The other challenge was accessibility for Harrison while camping in the desert with 4 x 4 accessories business TJM equipping him with a specially-built trailer.
“I presented a lot of problems trying to camp in the desert in a wheelchair … how do I shower? How do I use amenities, all that sort of stuff,” Harrison said.
“That’s where TJM stepped in and said ‘Let us try and nut this out for you’ and their engineering team put together a trailer for me that allows me to do that.”
FINISH THIS JOURNEY
Initially, Harrison felt apprehensive about making a return to the scene of his life-changing accident.
But he surprised himself with his reaction when he visited the crash-site for the first time last week en route to Alice Springs.

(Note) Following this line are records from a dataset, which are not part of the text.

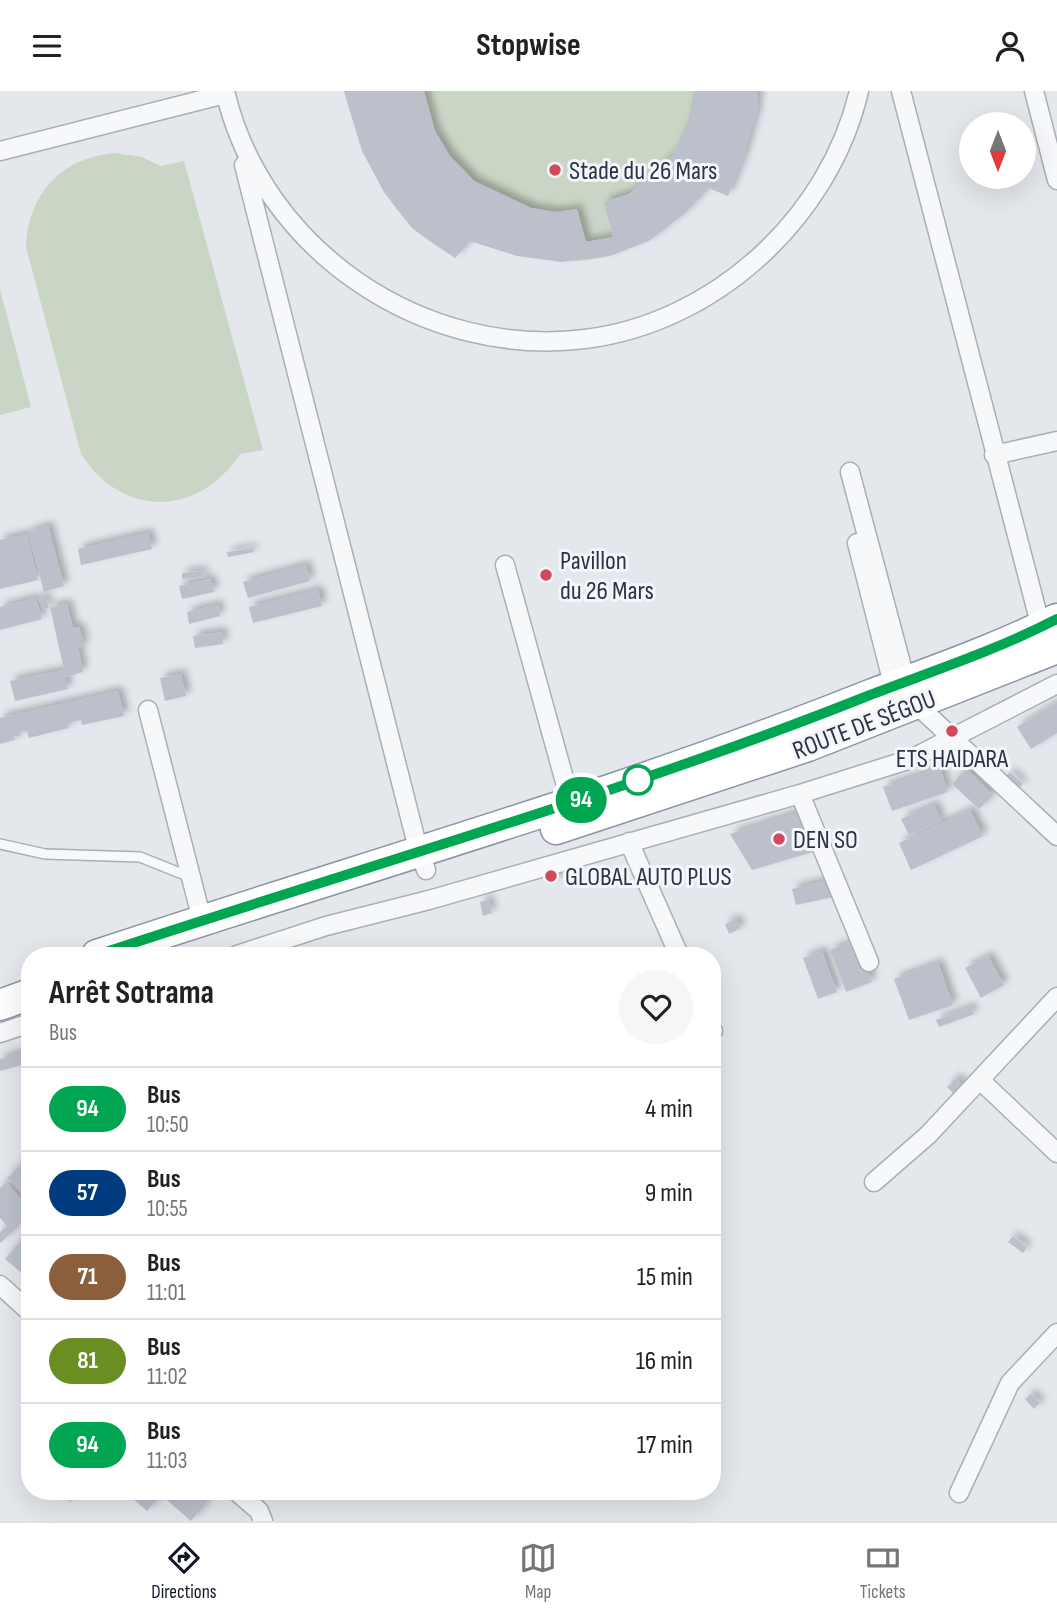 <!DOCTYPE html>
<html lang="en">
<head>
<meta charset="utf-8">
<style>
	:root { --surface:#fff; --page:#f6f6f6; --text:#222; --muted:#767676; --line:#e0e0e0; --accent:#111827 }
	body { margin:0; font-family:"Sofia Sans Condensed",sans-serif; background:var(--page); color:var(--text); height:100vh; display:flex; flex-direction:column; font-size:26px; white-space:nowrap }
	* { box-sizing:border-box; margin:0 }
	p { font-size:23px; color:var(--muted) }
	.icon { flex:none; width:38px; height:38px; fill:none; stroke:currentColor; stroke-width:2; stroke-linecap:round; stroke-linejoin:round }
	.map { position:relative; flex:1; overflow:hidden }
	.sheet { position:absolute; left:21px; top:856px; width:700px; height:553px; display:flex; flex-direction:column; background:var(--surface); border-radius:28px; box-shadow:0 7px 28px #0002 }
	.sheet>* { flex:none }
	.badge { padding:0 14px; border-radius:23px; font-size:24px; line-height:46px }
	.needle { width:46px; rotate:180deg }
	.controls { position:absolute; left:959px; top:21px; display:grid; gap:14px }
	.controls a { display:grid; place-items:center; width:77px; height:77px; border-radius:50%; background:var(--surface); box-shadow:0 7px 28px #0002; font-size:35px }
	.map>.badge { position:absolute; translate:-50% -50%; box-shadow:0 0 0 4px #fff }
	.round { display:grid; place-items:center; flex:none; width:74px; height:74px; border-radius:37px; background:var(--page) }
	.overview { display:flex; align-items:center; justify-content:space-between; height:119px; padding:0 28px }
	h1 { font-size:33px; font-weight:700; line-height:52px }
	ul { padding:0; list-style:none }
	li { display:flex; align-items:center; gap:21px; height:84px; padding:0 28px; border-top:2px solid var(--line) }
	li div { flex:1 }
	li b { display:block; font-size:26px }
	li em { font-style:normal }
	li .badge { min-width:77px; font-weight:700; text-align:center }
	header { display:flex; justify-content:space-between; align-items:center; height:91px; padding:0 28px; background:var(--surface); font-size:32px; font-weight:700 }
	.tabs { display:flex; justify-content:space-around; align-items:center; height:98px; border-top:2px solid var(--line); background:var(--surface); font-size:19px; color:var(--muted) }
	.tabs a { display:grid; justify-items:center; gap:4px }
	.tabs .current { color:var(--accent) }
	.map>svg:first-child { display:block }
	.green { fill:#c9d6c5 }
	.building { fill:#bbc0ca; filter:url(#shadow) }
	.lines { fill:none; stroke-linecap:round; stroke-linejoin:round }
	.lane-casing { stroke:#a9aeb7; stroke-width:12 }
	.street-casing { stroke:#a9aeb7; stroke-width:21 }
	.highway-casing { stroke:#8b94a3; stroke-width:33 }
	.lane { stroke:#f7f8fa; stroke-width:9 }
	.street { stroke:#f7f8fa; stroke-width:18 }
	.highway { stroke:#fff; stroke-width:30 }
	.line-casing { stroke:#fff; stroke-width:16 }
	.line { stroke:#00a651; stroke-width:10 }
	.poi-dot { fill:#d1495b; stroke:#f4f6f9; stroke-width:2.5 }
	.stop-dot { fill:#fff; stroke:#00a651; stroke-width:3.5 }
	.labels { text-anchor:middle; stroke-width:6; stroke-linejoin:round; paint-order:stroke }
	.poi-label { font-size:26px; fill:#2b3445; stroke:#f4f6f9; text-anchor:start }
	.street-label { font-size:26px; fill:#2b3445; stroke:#f4f6f9 }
</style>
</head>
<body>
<header><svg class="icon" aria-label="menu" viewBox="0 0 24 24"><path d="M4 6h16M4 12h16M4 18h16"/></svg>Stopwise<svg class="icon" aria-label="person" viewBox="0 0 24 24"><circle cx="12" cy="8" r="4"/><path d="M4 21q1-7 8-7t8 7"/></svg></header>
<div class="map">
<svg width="1057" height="1430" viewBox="0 0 1057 1430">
	<defs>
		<filter id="shadow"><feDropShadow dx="5" dy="-5" stdDeviation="3.5" flood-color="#0004"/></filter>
	</defs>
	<rect width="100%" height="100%" fill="#e4e7ec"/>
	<path class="green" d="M344,0H758C756,37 742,71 728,105L709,97C631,179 575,184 470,150L455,167C441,157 423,148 411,135C375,97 358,50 344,0Z
		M114,62L142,66L161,75L184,70L263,359L240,363C198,427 122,427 81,363L26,156C28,103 61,67 114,62Z
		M0,198L31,316L0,324Z"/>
	<path class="building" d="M344,0H424L435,40L450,65L474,90L531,117L556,121L577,118L586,151L613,146L604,111L629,103L672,65L687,34L694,0H758L757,19L745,62L728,105L709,97L684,123L649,150L609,165L562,171L517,165L470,150L455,167L412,137L384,101L362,60Z
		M48,435L64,495L44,501L28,441Z
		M148,442L152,458L81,474L78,458Z
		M27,443L38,489L0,498V449Z
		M253,457L254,461L228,466L227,461Z
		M306,474L310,490L248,507L243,491Z
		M203,480L204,486L182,488V482Z
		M210,488L214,501L182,508L179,495Z
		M318,499L322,515L253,532L249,516Z
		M44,505L49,516L43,519L38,507Z
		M36,507L42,528L0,539V516Z
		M67,513L73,537L79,536L84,555L78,557L83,581L65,586L68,598L15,610L10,590L64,579L50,516Z
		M218,514L220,525L189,533L187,521Z
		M222,541L223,553L195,557L193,545Z
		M181,583L186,605L165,610L160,587Z
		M118,600L124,625L82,634L81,629L67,632L69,637L29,647L27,640L20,641V645H14L15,649L0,653V627Z
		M1057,611V642L1031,658L1017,636Z
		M940,677L948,701L892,720L883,696Z
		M966,678L993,704L979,718L952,693Z
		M1010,681L1023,693L1019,697L1006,685Z
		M934,714L941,730L909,744L901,728Z
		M970,719L983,745L911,779L899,752Z
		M797,722L813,761L752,779L730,743Z
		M557,780L559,789L547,792L545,784Z
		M833,788L837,805L796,814L792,798Z
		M488,809L492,822L483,825L480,811Z
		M736,828L741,837L729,843L725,833Z
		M856,849L872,891L846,901L830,859Z
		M822,860L837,901L818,908L803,867Z
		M988,865L1004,894L981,907L965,877Z
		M938,872L953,914L909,929L894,888Z
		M971,916L974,923L939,936L936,929Z
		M30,960V981H27L25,973L0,980V968Z
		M956,987L964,995L955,1004L947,996Z
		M30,1065V1107L7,1087Z
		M6,1091L30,1119L17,1131L20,1134L0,1152V1141L7,1135L0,1127V1097Z
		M1013,1145L1027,1157L1023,1162L1008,1151Z
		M22,1148L30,1154V1189L5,1168Z
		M1031,1303L1040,1312L1034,1318L1025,1308Z
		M58,1400H76L78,1402L70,1411Z
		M140,1400H165L147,1420L133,1408Z
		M175,1400H197L208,1410L191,1430L167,1409Z"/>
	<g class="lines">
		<defs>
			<path id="lane" d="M0,753L45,763L140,766L190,786"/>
			<path id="street" d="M225,0C262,159 423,268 585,248C715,232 829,127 859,0
				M901,0L1043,544
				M1034,0L1057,89
				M0,60L225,3
				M244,74L415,746L426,779
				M994,364L1057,350
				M850,381L906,591L916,613L1057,745
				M857,452L895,601
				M505,474L573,720
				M148,619L202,829
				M800,703L869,871
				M629,751L679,864
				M237,864L326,835L429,809L800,703L911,668L1057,593
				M712,939L713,940
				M0,942L30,932
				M980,989L1057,1062
				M874,1091L928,1044L1057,906
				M0,1194L30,1221
				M236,1400L259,1420L263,1430
				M959,1402L1010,1292L1057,1242"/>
			<path id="highway" d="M556,738L808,655L1057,557
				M97,864C355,778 617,705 870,604C933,580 997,558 1057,528
				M0,914L30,903"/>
		</defs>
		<use href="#lane" class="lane-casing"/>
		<use href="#street" class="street-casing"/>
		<use href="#highway" class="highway-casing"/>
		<use href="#lane" class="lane"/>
		<use href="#street" class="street"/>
		<use href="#highway" class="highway"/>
	</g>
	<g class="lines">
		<defs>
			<path id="line" d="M97,864C355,778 617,705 870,604C933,580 997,559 1057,528"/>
		</defs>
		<use href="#line" class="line-casing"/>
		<use href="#line" class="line"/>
	</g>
	<g class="poi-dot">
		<circle cx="555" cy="79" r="7"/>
		<circle cx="546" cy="484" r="7"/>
		<circle cx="952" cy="640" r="7"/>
		<circle cx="779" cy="748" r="7"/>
		<circle cx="551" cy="785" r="7"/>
	</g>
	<circle class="stop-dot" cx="638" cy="689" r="14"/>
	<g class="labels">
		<g class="poi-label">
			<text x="569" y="88">Stade du 26 Mars</text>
			<text x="560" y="478">Pavillon<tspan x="560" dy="30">du 26 Mars</tspan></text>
			<text x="952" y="676" text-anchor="middle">ETS HAIDARA</text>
			<text x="793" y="757">DEN SO</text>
			<text x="565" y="794">GLOBAL AUTO PLUS</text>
		</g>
		<g class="street-label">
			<text transform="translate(864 633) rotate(-21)" y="9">ROUTE DE SÉGOU</text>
		</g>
	</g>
</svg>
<div class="controls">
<a><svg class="needle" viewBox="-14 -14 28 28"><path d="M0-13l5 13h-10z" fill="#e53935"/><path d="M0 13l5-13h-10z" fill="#767676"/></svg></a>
</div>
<b class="badge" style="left:581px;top:709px;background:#00a651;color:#fff">94</b>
<section class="sheet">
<div class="overview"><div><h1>Arrêt Sotrama</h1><p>Bus</p></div><a class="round"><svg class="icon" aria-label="heart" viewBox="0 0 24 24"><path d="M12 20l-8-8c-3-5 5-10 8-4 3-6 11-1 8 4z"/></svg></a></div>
<ul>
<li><span class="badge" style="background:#00a651;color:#fff">94</span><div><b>Bus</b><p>10:50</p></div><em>4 min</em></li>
<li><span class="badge" style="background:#003b80;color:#fff">57</span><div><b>Bus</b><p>10:55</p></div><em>9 min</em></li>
<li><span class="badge" style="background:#8b5e3c;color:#fff">71</span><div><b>Bus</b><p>11:01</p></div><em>15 min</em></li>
<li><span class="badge" style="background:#6b8e23;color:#fff">81</span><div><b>Bus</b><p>11:02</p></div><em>16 min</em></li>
<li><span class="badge" style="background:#00a651;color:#fff">94</span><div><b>Bus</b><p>11:03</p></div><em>17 min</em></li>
</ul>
</section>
</div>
<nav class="tabs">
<a class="current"><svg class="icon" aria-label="directions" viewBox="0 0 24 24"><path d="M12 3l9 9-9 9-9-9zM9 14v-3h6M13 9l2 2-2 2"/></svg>Directions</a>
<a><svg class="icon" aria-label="map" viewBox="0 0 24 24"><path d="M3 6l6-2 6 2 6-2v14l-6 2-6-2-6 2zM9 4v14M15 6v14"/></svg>Map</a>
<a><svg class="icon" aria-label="tickets" viewBox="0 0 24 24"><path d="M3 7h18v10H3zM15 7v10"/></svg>Tickets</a>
</nav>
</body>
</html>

“I was a bunch of emotions in the lead-up to it. I was nervous, I was scared. I was apprehensive,” Harrison said.
“But I went past the crash site the other day for a bit of a look and I was ready for it.
“I went past it, looked at it and I really didn’t give it much more than a second thought. I didn’t want to sit there and dwell on it. I’m a forward thinker, I always look forward.
“It is no good me just sitting there dwelling on it and carrying on about it.
“I looked at it and thought ‘Yeah, I recognise you. I know you got me, but I’ll go past you on race day and I’ll finish this journey’.”
While the thought of making a return to the race he loved helped Harrison get through some dark and challenging times after his accident, there is much more driving his return to Finke.
Harrison hopes his return to Finke will not only banish any lingering mental demons from his accident when he confronts the desert again, but also allow him to regain a piece of himself which has been missing since the crash.
“It is definitely about coming back to prove (myself) against the desert, against the race itself,” Harrison said.
“I want to prove that I am better than what got me. I also feel that it’s another tick box thing where I get part of my identity back.
“I come here, I race and I do it competitively and I’m not just here to make up the numbers. I want to come here and try and perform again, for myself.
“But if I can do it and finish and finish well, I feel like that’s a part of Jamie that is back that was there before.
“So it is a bunch of those things. The demons are there and all that sort of stuff. Primarily, it’s about me getting some of myself back.”